Archbishop Martin said such a commission should “perhaps be headed by a judicial personality” and he said he thought a person of the calibre of Ian Elliott whom he described as a “very strong” person in the the investigation of child abuse in the Catholic church, would be a very interesting addition to any such commission.

Archbishop Martin said while there were many diseases affecting childhood mortality, and bringing so many children together would spread viruses, there were issues about nutrition.

He said all the indications were “that those who were running those institutions didn’t understand and did not want to understand how you look after children and how you examine the special care that children need at that early stage”.

An inter-departmental historical review of mother-and-baby homes throughout the State is to be completed by the end of the month, Minister for Children Charlie Flanagan has said.
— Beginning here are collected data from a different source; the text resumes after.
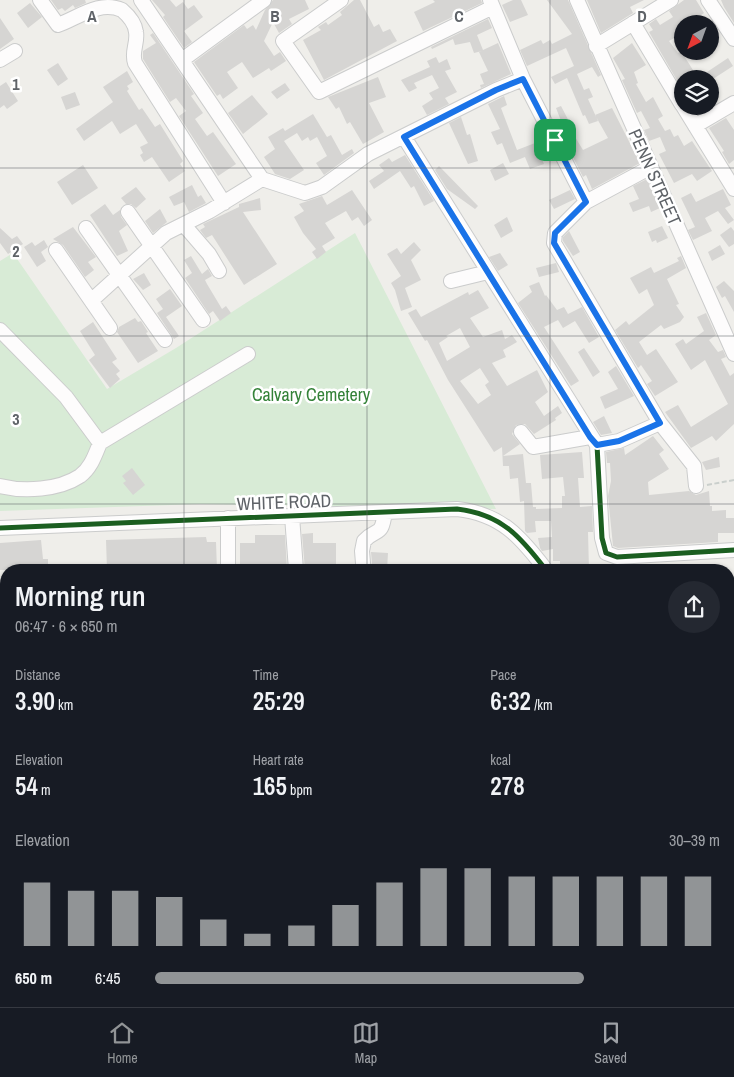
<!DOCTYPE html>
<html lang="en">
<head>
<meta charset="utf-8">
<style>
	body { margin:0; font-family:"Archivo Narrow",sans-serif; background:#242831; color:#f1f3f6; height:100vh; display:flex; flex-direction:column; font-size:19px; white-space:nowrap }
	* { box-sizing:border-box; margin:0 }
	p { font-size:16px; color:#9ea1a6 }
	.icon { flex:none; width:28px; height:28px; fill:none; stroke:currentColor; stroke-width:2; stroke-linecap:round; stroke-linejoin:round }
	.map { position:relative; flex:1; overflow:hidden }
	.details { position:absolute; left:0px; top:564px; width:735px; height:444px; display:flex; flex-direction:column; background:#171b24; border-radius:20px 20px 0 0; box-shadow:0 1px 4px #0004 }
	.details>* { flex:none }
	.needle { width:32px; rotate:221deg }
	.buttons { position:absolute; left:674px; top:15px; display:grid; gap:10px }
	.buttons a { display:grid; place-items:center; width:45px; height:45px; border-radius:50%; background:#171b24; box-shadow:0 1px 4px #0004; font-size:25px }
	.pin { position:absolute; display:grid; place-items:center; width:42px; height:42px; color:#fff; margin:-21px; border-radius:10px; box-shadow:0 2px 8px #0006 }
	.round { display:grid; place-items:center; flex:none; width:52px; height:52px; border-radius:26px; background:#242831 }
	.overview { display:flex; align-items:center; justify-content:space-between; height:85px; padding:0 15px }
	h1 { font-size:28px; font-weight:600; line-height:38px }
	.metrics { display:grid; grid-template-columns:repeat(3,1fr); gap:8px; height:85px; padding:5px 15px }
	.metrics div { display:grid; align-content:center }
	.metrics b { font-size:25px; font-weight:600 }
	.metrics small { font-size:14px; font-weight:400 }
	.metrics p { font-size:14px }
	.chart { height:140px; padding:10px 15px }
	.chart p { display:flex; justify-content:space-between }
	.chart svg { width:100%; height:90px; margin-top:5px; stroke:#919496; stroke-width:6 }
	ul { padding:0 15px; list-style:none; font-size:16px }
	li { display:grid; grid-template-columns:80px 60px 1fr; align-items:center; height:38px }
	li i { height:12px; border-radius:6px; background:#919496 }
	.dock { display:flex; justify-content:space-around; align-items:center; height:70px; border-top:1px solid #363941; background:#171b24; font-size:14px; color:#9ea1a6 }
	.dock a { display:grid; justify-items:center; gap:2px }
	.dock .selected { color:#919496 }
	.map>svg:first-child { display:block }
</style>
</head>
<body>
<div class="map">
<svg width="734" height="1007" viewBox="0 0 734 1007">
	<rect width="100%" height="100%" fill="#efeeea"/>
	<path fill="#d8ebd6" d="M355 233 496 509 200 504 0 511V261L13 253 107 389 176 348Z
		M729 770 734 776V840L729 845Z"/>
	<path fill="#d6d5d3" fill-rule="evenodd" d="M51 0H85L86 3 75 8 73 5 65 11 62 8 58 10Z
		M152 0H170L176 7 183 2 188 9 194 5 203 17 184 31 192 42 184 48 163 17 165 15Z
		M273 0H305L309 9 289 19 292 24 279 33 273 22 264 41 274 56 280 52 286 61 271 71 269 68 253 78 242 62 227 72 238 88 223 99 220 94 217 96 194 62 244 25 247 29 253 25 256 30 265 10Z
		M354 0H360L374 27 379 24 383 32 390 29 397 41 324 80 303 40 321 30 318 27 326 22 328 25 342 15 340 12Z
		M433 0H481L482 3 423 31 414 12 435 2Z
		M513 0H521L528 15 510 22 502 5Z
		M547 0H568L601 75 598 77 592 67 577 74 584 90 589 88 593 97 588 99 598 121 589 124 585 115 583 116 567 78 555 84 551 77 574 66 566 48 527 66 520 50 541 40 543 44 550 40 552 44 572 34Z
		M587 0H644L630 7 633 13 601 33Z
		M684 0H696L704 13 687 24H682V27L678 30 681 34 669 41 678 53 681 51 698 78 728 58 733 66 713 79H682V89L649 32 653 30 649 24 656 19 660 25 673 17 669 11Z
		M721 0H734V23L724 7Z
		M30 3 42 17 28 28 17 13Z
		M0 18 14 39 0 49Z
		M488 19 492 28 477 35 483 50 498 43 511 74 481 88 480 85 484 84 480 74 488 71 479 52 482 51 474 53 470 42 455 45 453 39 432 49 431 47Z
		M153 33 194 94 191 96 203 113 195 119 207 136 213 132 236 164 218 176 179 116 186 111 176 98 170 102 143 59V51L156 43 150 35Z
		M632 43 646 65 634 72 638 83 636 84 646 102 653 97 663 116 658 119 665 131 670 129 674 137 678 135 684 146 692 141 712 171 697 181 692 174 674 183 659 154 666 151 660 137 649 141 644 130 650 128 641 111 637 113 622 80 625 79 613 58Z
		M436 57 439 63 447 59 451 69 445 71 457 92 445 98 449 104 427 115 422 106 433 99 429 93 439 88 432 75 414 83 417 88 409 92 401 80 430 67 427 61Z
		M58 63 68 79 58 86 47 70Z
		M127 71 133 82 127 86 129 89 127 91 139 110 142 108 155 127 160 124 183 161 180 164 185 171 169 182 152 157 144 162 140 155 143 153 140 147 148 143 136 124 120 134 112 121 84 141 76 129 113 102 103 87Z
		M378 77 386 97 369 103 384 132 363 144 350 122 347 124 339 107 336 109 328 97Z
		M6 82 18 101 7 109 4 105 0 108V86Z
		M285 83 290 90 277 99 271 92Z
		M75 92 80 105 66 110 61 97Z
		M252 95 268 114 243 134 228 113Z
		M504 96 507 105 501 108 517 150 535 143 544 164 530 169 525 157 510 163 502 143 497 145 491 132 500 129 488 104Z
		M561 106 574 131 572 132 583 150 608 138 595 115 612 108 640 163 592 189 586 175 583 177 560 132 562 131 560 128 563 126 556 108Z
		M313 114 327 137 331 135 342 155 352 149 354 153 324 175 316 163 327 156 317 137 310 141 308 137 302 141 297 133 284 141 304 170 290 179 275 174 264 157 275 149 268 137 283 128 285 131Z
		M461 117 467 135 470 134 478 161 468 164 449 123Z
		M726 118 734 130V160L729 164 722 152 724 151 709 128Z
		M405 155 434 201 424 206 414 186 411 188 400 171 374 189 369 181 384 171 379 165 389 158 392 162Z
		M503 163 509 174 495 181 490 170Z
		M83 165 98 188 72 205 57 182Z
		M439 166 478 206 475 209 447 189 435 170Z
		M647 179 660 208 651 212 649 206 633 212 629 203 639 199 633 186Z
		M192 185 198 197 201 195 206 203 189 212 184 202 174 206 169 197Z
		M136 187 146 199 136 208 131 204H126L121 198Z
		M723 189 731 205 725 208 734 220 728 224 718 211 705 218 712 231 693 240 688 230 695 227 681 198 691 193 696 202Z
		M352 190 372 220 364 226 358 217 352 221 346 211 325 223 335 238 322 246 326 252 317 259 312 252 316 249 303 233 294 217 304 211 299 204 322 196 327 205Z
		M570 190 575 199 554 209 549 200Z
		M260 198 261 210 243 212 277 264 244 285 212 235 206 238 200 230 205 227 203 224 239 207V204Z
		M105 204 113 215 120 210 121 217 127 225 119 231 128 251 117 256 90 215Z
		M160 209 167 222 153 233 145 221Z
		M507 217 513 231 501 238 494 225Z
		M662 226 668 238 657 243 656 240 652 242 648 232Z
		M73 227 96 257 88 262 94 270 85 277 63 245 53 239Z
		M731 227 734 231V244L729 247 720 235Z
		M0 228 12 239 17 236 23 244 8 254 0 243Z
		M569 231 580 252 573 256 563 241V237Z
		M44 240 48 247 41 252 46 261 37 267 24 247 32 242 35 246Z
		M414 242 421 250 411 260 421 280 405 288 412 307 401 311 395 290 391 283 401 276 387 254 397 248 401 254Z
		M720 245 725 254 712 261 708 252Z
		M500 253 508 265 498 271 489 257Z
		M191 256 202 274 208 269 212 276 205 280 207 284 222 309 226 306 231 313 220 321 213 311 209 314 185 278 192 273 184 260Z
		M681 256 686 268 667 279 679 304 676 305 684 317 680 322 664 329 661 325 639 342 647 355 656 349 678 382 655 396 647 384 652 381 641 365 638 368 615 330 626 321 629 325 654 305 647 289 639 294 630 278 651 267 654 273 679 261 677 258Z
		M556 263 559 272 539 277 536 268Z
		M144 273 151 285 143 290 133 279Z
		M724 281 734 291V312L725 296 722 298 716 287Z
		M539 282 545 296 546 295 557 310 564 307 568 314 582 307 599 337 589 343 575 321 563 328 558 320 544 327 579 381 571 386 518 303 532 292 529 286Z
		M170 289 182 306 166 317 179 336 174 339 157 313 163 309 156 299Z
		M478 290 489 308 470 318 483 337 502 330 505 339 512 335 517 342 503 350 506 357 492 363 507 386 537 370 548 392 535 402 544 416 558 406 562 413 555 418 556 420 534 434 525 424 516 425 512 434 520 444 503 456 523 454 526 483H531L533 507H536V509L562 508V496H565L563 477 542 479 540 455 582 452 584 478H578L580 507 592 506 593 532H588L589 570H560V561H553V549L542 551 540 548 538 538 552 537 551 521H535L536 532 527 533 525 531 524 501 520 502 518 478 510 479 509 466H503L502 447 494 452 448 380 427 340 425 341 408 313 416 309 421 317 468 292 469 295ZM460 328 470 347 447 361 439 343 448 337 446 336ZM480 368 489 382 485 385 491 395 478 404 460 381Z
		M706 313 716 335 709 340 718 352 723 350 726 357 721 359 730 376 734 373V424L716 441 712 436 691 448 665 412 678 405 691 427 728 404 705 360 691 370 675 344 683 339 686 344 704 331 697 317Z
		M135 318 138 322 141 321 148 332 146 333 158 351 138 363 117 332 119 327Z
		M93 322 117 359 112 362 120 371 116 374 120 379 110 388 89 360 95 355 80 331Z
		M584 348 600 372 593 377 578 352Z
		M616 366 634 396 605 409 600 397 618 389 608 372Z
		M604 416 612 433 601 435 593 422Z
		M653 436 664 450 659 454 669 469 648 482 649 495 689 491 696 495 709 491 710 506H712V511L726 510V518H734V533H718V542L618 548 613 546 608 496 611 481 610 463H607L606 452 624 448 625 455Z
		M719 457 720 467 706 470 702 462Z
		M132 468 145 485 133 495 123 483 126 481 122 476Z
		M313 533V543H336V570H305L302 534Z
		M255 535H285L287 570 240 569V543H255Z
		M206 537 207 542H216L217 570H147L146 567H139L107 570 106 540Z
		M41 540 43 559H48V570H0V543Z
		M371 552 388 553 387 570H368L372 563Z"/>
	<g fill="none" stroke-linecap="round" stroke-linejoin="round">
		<g stroke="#cbcccc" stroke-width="16">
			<path id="minor" d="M40 0 58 25C78 18 99 0 122 10 129 16 135 23 136 32 138 43 131 52 135 63L224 203
				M341 0 283 41 319 92 493 7
				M490 0 523 79 586 202 651 167
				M577 0 734 354
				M708 0 734 39
				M633 23 682 105
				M596 46 671 0
				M0 60 15 51
				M182 60 264 0
				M683 106 734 189
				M695 126 734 103
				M404 137 597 445 602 538 606 553 617 557 734 550
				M262 179 305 193 322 187 368 154 496 90 523 79
				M586 202 555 233 554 243 660 423 694 466 696 486
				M128 212 203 320
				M184 225 209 254 219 271
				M86 228 165 340
				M56 250 110 328
				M451 281 488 272
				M92 300 166 233 210 211 262 179 141 0
				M0 330 66 397 100 443
				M521 432 533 447 590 437
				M597 445 619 441 660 423
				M0 486C24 492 59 490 80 476 91 468 95 455 100 443L248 354
				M292 516 296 570
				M0 528 457 509C501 514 520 536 546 570
				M363 563 362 551 364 541C378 526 381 539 385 512
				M228 570V518
				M729 644H734
				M729 669H734
				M729 719 734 725
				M0 741 6 747
				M0 913 6 906
				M0 971 6 977
				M245 1001 250 1007
				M357 1001 362 1007
				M494 1001 506 1007
				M642 1001V1007
				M164 1007 170 1001
				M416 1007 419 1001
				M437 1007 440 1001
				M535 1007 538 1001"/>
		</g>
		<path stroke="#cacfcc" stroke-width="2" stroke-dasharray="5 2.5" stroke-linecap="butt" d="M707 485 734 480"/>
		<use href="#minor" stroke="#fdfcfc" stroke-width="14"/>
		<g stroke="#fff" stroke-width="8">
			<path id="cycleway" d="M404 137 597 445 602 538 606 553 617 557 734 550
				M0 528 457 509C501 514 520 536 546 570"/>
		</g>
		<use href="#cycleway" stroke="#1b5e20" stroke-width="5"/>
	</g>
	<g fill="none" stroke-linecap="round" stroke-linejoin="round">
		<g stroke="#fff" stroke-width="10">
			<path id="route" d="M523 79 586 202 555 233 554 243 660 423 619 441 597 445 590 437 404 137 496 90Z"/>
		</g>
		<use href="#route" stroke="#1a73e8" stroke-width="6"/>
	</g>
	<path fill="none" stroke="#5f6368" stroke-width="1" stroke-opacity="0.55" d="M184 0V570M367 0V570M550 0V570M0 168H734M0 336H734M0 504H734M0 671H6M729 671H734M0 839H6M729 839H734M184 1001V1007M367 1001V1007M550 1001V1007"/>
	<g text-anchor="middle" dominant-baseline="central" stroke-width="5" stroke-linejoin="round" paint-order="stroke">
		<g font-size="18" fill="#5f6368" stroke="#fff">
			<text transform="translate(655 177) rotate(66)">PENN STREET</text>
			<text transform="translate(284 502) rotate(-2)">WHITE ROAD</text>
		</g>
		<g font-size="18" fill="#348238" stroke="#fff">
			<text x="311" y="394">Calvary Cemetery</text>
		</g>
	</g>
	<g font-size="16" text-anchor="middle" font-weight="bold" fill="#5f6368" stroke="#fff" stroke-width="5" stroke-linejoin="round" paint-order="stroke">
		<text x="92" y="22">A</text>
		<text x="275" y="22">B</text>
		<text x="459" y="22">C</text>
		<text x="642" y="22">D</text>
		<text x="16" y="90">1</text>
		<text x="16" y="257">2</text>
		<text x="16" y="425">3</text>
	</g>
</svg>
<div class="buttons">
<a><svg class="needle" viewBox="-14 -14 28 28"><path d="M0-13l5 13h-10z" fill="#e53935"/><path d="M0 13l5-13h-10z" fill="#9ea1a6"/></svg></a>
<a><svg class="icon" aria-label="layers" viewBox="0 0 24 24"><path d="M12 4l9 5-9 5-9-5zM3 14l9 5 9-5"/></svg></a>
</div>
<div class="pin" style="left:555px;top:140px;background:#1e9e55"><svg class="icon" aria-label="arrive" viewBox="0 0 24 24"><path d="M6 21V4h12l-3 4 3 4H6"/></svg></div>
<section class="details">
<div class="overview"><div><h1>Morning run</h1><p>06:47 · 6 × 650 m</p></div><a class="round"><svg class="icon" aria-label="share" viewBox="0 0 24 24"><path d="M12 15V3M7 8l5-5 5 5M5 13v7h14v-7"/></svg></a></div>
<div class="metrics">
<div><p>Distance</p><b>3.90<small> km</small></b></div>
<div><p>Time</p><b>25:29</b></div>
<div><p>Pace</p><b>6:32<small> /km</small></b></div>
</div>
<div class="metrics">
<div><p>Elevation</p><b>54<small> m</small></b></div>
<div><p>Heart rate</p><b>165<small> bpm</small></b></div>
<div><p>kcal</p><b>278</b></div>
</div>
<div class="chart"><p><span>Elevation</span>30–39 m</p>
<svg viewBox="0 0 160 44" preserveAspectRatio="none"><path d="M5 44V13M15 44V17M25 44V17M35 44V20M45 44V31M55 44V38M65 44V34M75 44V24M85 44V13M95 44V6M105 44V6M115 44V10M125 44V10M135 44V10M145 44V10M155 44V10"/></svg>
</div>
<ul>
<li><b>650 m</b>6:45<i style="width:76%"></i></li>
</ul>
</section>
</div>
<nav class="dock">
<a class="selected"><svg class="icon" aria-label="home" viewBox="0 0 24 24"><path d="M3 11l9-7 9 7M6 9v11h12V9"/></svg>Home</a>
<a><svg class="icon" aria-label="map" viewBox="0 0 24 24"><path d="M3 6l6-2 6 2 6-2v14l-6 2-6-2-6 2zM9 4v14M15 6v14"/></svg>Map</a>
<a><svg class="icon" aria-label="saved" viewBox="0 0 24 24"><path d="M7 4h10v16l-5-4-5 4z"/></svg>Saved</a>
</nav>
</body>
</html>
He was responding last week to questions on the Government’s response to the deaths of almost 800 children in the Tuam home, uncovered by local woman and researcher Catherine Corless.

The review group will include representatives of the Departments of Justice, Health, Children, Education and Environment.

The outcome of the Garda “scoping exercise”, begun in recent days as controversy around the site has increased, will determine whether a criminal investigation is required.